(Dataset entries)

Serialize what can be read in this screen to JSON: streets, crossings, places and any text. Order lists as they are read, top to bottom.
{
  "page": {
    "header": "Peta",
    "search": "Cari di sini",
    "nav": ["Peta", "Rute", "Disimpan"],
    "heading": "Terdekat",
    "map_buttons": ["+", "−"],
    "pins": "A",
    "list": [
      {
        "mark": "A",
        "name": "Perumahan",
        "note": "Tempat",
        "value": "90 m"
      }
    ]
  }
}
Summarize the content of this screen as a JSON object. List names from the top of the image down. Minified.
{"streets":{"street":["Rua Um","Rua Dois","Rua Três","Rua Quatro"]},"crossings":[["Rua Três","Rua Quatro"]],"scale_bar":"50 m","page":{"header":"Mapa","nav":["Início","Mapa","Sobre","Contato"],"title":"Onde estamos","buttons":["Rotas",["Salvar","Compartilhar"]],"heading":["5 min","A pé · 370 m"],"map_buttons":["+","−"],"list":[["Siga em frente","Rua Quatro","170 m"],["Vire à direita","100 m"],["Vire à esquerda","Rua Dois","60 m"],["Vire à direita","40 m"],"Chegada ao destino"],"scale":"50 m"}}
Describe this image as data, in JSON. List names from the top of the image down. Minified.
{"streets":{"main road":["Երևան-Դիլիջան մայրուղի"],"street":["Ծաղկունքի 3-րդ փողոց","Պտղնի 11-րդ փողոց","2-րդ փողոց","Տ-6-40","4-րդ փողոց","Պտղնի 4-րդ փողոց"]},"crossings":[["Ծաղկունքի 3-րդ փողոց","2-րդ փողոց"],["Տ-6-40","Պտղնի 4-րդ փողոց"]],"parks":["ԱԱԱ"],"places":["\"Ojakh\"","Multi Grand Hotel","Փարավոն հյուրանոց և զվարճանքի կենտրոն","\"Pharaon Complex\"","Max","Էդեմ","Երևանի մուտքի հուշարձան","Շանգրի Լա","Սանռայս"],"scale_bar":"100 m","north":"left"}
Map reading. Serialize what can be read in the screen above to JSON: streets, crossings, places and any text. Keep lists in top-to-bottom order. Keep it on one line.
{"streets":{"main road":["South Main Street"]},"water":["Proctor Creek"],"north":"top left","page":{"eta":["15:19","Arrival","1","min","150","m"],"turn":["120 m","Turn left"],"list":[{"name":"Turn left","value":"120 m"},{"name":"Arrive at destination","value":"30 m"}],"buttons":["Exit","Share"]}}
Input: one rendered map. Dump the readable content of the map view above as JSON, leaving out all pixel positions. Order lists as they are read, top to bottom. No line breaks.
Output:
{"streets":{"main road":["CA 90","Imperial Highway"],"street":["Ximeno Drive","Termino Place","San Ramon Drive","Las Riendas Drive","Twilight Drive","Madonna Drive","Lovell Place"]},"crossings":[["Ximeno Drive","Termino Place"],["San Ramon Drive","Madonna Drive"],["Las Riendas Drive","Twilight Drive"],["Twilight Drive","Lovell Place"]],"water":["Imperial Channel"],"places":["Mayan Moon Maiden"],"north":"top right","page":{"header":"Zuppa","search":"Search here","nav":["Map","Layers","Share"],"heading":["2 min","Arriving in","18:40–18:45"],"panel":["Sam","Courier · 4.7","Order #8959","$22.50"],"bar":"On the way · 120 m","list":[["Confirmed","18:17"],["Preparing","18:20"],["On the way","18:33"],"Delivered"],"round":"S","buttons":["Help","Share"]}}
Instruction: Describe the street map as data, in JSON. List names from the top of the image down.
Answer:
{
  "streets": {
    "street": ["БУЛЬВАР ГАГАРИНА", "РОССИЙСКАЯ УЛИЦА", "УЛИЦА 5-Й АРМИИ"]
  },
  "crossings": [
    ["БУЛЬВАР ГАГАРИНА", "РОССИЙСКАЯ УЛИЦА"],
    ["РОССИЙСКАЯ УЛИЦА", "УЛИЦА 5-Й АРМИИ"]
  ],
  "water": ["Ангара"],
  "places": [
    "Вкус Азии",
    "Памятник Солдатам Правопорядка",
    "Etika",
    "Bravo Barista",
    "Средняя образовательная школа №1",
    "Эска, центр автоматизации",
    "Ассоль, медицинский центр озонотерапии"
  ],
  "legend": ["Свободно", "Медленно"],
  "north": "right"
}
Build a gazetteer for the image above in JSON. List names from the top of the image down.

▸ **WHAT THE TASK REQUIRES**:
Would you repeat all of the data above, word for word?

▸ **SOLVED EXERCISE**:
Serialize what can be read in this screen to JSON: streets, crossings, places and any text. Order lists as they are read, top to bottom.
{
  "page": {
    "header": "Peta",
    "search": "Cari di sini",
    "nav": ["Peta", "Rute", "Disimpan"],
    "heading": "Terdekat",
    "map_buttons": ["+", "−"],
    "pins": "A",
    "list": [
      {
        "mark": "A",
        "name": "Perumahan",
        "note": "Tempat",
        "value": "90 m"
      }
    ]
  }
}
Summarize the content of this screen as a JSON object. List names from the top of the image down. Minified.
{"streets":{"street":["Rua Um","Rua Dois","Rua Três","Rua Quatro"]},"crossings":[["Rua Três","Rua Quatro"]],"scale_bar":"50 m","page":{"header":"Mapa","nav":["Início","Mapa","Sobre","Contato"],"title":"Onde estamos","buttons":["Rotas",["Salvar","Compartilhar"]],"heading":["5 min","A pé · 370 m"],"map_buttons":["+","−"],"list":[["Siga em frente","Rua Quatro","170 m"],["Vire à direita","100 m"],["Vire à esquerda","Rua Dois","60 m"],["Vire à direita","40 m"],"Chegada ao destino"],"scale":"50 m"}}
Describe this image as data, in JSON. List names from the top of the image down. Minified.
{"streets":{"main road":["Երևան-Դիլիջան մայրուղի"],"street":["Ծաղկունքի 3-րդ փողոց","Պտղնի 11-րդ փողոց","2-րդ փողոց","Տ-6-40","4-րդ փողոց","Պտղնի 4-րդ փողոց"]},"crossings":[["Ծաղկունքի 3-րդ փողոց","2-րդ փողոց"],["Տ-6-40","Պտղնի 4-րդ փողոց"]],"parks":["ԱԱԱ"],"places":["\"Ojakh\"","Multi Grand Hotel","Փարավոն հյուրանոց և զվարճանքի կենտրոն","\"Pharaon Complex\"","Max","Էդեմ","Երևանի մուտքի հուշարձան","Շանգրի Լա","Սանռայս"],"scale_bar":"100 m","north":"left"}
Map reading. Serialize what can be read in the screen above to JSON: streets, crossings, places and any text. Keep lists in top-to-bottom order. Keep it on one line.
{"streets":{"main road":["South Main Street"]},"water":["Proctor Creek"],"north":"top left","page":{"eta":["15:19","Arrival","1","min","150","m"],"turn":["120 m","Turn left"],"list":[{"name":"Turn left","value":"120 m"},{"name":"Arrive at destination","value":"30 m"}],"buttons":["Exit","Share"]}}
Input: one rendered map. Dump the readable content of the map view above as JSON, leaving out all pixel positions. Order lists as they are read, top to bottom. No line breaks.
Output:
{"streets":{"main road":["CA 90","Imperial Highway"],"street":["Ximeno Drive","Termino Place","San Ramon Drive","Las Riendas Drive","Twilight Drive","Madonna Drive","Lovell Place"]},"crossings":[["Ximeno Drive","Termino Place"],["San Ramon Drive","Madonna Drive"],["Las Riendas Drive","Twilight Drive"],["Twilight Drive","Lovell Place"]],"water":["Imperial Channel"],"places":["Mayan Moon Maiden"],"north":"top right","page":{"header":"Zuppa","search":"Search here","nav":["Map","Layers","Share"],"heading":["2 min","Arriving in","18:40–18:45"],"panel":["Sam","Courier · 4.7","Order #8959","$22.50"],"bar":"On the way · 120 m","list":[["Confirmed","18:17"],["Preparing","18:20"],["On the way","18:33"],"Delivered"],"round":"S","buttons":["Help","Share"]}}
Instruction: Describe the street map as data, in JSON. List names from the top of the image down.
Answer:
{
  "streets": {
    "street": ["БУЛЬВАР ГАГАРИНА", "РОССИЙСКАЯ УЛИЦА", "УЛИЦА 5-Й АРМИИ"]
  },
  "crossings": [
    ["БУЛЬВАР ГАГАРИНА", "РОССИЙСКАЯ УЛИЦА"],
    ["РОССИЙСКАЯ УЛИЦА", "УЛИЦА 5-Й АРМИИ"]
  ],
  "water": ["Ангара"],
  "places": [
    "Вкус Азии",
    "Памятник Солдатам Правопорядка",
    "Etika",
    "Bravo Barista",
    "Средняя образовательная школа №1",
    "Эска, центр автоматизации",
    "Ассоль, медицинский центр озонотерапии"
  ],
  "legend": ["Свободно", "Медленно"],
  "north": "right"
}
Build a gazetteer for the image above in JSON. List names from the top of the image down.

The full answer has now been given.